* TASK ITEM
Go through the data and copy each line where the word "caminho" shows up.

* DATA RECORDS

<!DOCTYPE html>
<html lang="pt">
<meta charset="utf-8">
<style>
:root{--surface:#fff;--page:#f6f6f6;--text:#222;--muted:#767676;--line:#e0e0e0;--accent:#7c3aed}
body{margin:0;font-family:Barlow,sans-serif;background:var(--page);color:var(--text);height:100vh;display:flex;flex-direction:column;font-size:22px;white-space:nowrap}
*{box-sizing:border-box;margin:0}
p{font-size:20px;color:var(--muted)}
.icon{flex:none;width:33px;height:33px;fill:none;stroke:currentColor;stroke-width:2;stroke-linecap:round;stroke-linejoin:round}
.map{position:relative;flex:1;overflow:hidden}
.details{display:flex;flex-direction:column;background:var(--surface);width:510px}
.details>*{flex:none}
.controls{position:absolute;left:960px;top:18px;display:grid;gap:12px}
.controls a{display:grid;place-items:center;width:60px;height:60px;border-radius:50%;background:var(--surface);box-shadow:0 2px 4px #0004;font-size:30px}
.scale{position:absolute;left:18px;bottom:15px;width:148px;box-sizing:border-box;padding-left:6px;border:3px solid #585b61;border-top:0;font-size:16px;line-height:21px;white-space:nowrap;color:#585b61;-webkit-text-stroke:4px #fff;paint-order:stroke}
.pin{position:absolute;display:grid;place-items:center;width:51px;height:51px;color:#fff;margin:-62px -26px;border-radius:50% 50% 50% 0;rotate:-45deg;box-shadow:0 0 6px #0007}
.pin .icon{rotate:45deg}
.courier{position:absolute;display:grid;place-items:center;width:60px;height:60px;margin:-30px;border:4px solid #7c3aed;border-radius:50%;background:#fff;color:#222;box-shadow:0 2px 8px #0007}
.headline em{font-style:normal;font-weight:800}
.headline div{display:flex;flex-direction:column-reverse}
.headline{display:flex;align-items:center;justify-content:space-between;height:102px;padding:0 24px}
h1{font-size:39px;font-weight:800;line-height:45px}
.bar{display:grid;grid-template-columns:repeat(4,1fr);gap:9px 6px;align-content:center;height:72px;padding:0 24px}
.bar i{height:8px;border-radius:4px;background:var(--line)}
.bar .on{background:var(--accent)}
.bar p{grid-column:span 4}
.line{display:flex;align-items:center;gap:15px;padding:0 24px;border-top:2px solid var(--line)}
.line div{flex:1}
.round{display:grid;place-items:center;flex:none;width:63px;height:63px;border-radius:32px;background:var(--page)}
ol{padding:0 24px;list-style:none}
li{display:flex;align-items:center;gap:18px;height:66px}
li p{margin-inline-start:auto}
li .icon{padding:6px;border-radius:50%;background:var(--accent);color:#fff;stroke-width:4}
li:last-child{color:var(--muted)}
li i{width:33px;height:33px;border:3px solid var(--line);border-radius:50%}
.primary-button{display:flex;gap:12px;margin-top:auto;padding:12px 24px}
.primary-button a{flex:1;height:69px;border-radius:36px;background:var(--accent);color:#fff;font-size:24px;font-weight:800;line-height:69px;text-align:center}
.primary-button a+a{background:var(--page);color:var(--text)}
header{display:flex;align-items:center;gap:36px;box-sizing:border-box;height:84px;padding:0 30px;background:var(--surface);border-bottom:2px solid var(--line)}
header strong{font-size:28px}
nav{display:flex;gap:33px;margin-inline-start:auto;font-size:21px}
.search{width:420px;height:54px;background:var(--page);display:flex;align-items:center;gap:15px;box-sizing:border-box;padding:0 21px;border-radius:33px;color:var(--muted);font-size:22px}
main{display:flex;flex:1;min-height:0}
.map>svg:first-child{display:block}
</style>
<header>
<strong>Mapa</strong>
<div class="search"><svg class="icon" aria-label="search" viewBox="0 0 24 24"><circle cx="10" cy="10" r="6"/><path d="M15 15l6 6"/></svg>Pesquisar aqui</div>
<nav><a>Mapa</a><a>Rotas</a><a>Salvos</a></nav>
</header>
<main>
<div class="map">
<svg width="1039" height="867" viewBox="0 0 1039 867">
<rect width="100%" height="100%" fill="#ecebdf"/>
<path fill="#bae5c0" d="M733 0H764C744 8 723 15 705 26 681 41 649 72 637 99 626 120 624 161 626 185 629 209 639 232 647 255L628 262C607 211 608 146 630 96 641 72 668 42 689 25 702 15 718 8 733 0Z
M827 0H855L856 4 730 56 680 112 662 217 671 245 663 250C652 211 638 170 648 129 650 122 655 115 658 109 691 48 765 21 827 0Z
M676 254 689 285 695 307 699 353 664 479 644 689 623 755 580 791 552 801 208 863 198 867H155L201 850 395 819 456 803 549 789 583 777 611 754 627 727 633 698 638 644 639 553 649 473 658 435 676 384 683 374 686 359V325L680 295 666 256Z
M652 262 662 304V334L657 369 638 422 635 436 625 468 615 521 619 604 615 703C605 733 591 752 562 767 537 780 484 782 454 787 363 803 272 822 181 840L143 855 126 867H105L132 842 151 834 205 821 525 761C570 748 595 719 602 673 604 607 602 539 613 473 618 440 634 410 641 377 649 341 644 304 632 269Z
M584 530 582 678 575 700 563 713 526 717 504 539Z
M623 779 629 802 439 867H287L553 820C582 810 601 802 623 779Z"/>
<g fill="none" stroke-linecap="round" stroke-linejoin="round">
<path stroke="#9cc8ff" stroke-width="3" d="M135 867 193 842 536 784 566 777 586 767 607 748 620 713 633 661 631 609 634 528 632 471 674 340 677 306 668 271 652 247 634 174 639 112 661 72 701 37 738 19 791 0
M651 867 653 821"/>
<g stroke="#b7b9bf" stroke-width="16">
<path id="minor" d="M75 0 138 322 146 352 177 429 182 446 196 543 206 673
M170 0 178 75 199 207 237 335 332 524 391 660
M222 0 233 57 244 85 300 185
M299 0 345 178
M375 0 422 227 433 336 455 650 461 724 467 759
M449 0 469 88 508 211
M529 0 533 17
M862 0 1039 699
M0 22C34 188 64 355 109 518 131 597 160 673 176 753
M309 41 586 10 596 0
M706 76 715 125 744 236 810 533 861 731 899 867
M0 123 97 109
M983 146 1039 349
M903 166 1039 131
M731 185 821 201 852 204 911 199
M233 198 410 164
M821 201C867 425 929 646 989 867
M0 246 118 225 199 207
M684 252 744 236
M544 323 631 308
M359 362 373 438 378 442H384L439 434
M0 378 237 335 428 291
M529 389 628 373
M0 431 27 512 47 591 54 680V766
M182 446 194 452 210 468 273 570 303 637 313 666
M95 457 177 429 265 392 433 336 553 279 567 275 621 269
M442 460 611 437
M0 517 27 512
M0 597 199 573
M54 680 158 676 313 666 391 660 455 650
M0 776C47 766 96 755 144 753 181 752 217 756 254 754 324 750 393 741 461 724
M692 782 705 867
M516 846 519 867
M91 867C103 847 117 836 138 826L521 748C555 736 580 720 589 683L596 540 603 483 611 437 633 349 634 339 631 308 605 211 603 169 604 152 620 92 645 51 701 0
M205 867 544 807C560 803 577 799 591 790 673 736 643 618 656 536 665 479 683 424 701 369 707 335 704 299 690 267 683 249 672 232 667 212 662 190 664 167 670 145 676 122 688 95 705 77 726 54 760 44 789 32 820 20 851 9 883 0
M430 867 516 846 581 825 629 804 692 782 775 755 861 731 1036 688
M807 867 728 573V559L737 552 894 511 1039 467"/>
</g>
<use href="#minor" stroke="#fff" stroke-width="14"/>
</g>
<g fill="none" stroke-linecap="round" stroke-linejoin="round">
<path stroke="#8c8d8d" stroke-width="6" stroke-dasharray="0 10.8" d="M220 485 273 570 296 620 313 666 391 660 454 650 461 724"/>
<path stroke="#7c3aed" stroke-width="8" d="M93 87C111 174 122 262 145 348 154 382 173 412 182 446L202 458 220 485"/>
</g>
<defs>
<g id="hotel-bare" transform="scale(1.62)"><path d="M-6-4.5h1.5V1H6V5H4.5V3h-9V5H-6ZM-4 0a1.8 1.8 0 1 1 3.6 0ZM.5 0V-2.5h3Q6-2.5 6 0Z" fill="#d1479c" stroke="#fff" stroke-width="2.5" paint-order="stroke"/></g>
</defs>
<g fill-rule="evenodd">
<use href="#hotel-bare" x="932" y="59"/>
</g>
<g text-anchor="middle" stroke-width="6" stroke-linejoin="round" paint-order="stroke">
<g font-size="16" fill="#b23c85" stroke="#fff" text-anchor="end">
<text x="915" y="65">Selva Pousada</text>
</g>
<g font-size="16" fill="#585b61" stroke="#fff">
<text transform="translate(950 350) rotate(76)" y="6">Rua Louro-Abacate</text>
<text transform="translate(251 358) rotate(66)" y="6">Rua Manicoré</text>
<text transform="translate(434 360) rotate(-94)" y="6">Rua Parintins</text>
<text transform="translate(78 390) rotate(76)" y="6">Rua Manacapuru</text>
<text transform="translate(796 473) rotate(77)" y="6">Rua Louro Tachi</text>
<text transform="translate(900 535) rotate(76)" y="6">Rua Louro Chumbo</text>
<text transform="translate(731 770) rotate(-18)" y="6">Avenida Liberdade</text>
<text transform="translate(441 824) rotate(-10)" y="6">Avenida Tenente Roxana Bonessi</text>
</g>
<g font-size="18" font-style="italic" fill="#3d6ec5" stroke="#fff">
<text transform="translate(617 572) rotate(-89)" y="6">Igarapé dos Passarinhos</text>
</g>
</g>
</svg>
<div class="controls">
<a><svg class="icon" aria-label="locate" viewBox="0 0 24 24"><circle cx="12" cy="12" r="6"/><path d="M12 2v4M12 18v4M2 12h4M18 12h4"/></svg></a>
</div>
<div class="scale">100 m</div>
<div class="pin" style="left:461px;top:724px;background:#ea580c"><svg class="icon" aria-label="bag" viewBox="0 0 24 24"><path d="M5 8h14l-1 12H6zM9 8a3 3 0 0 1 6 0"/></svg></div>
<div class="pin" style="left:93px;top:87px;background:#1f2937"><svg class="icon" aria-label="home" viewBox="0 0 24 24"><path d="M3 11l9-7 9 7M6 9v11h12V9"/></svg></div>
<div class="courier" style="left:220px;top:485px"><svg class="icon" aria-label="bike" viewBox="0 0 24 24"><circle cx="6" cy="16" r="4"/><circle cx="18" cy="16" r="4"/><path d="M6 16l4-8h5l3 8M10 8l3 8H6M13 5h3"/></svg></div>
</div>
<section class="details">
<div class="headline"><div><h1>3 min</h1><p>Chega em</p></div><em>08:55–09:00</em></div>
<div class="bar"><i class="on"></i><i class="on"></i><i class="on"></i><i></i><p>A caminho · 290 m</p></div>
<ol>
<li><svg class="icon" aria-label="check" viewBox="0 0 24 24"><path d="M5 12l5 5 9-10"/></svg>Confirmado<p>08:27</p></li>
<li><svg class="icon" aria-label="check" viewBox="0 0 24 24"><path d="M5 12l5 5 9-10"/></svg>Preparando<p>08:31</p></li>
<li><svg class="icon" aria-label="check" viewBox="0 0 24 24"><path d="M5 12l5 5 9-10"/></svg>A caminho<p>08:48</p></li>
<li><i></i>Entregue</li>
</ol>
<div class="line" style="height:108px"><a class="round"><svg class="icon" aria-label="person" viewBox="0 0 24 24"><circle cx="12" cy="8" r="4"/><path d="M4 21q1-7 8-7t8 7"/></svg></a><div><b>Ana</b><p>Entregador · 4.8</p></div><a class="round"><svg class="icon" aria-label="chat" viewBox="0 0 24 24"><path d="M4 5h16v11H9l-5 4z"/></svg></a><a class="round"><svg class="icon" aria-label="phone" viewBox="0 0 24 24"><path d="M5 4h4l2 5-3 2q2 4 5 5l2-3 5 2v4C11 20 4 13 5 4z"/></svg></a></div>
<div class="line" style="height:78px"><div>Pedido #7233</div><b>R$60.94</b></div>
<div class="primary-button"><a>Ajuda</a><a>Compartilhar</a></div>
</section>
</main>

* RESULT OF THE EXERCISE
<div class="bar"><i class="on"></i><i class="on"></i><i class="on"></i><i></i><p>A caminho · 290 m</p></div>
<li><svg class="icon" aria-label="check" viewBox="0 0 24 24"><path d="M5 12l5 5 9-10"/></svg>A caminho<p>08:48</p></li>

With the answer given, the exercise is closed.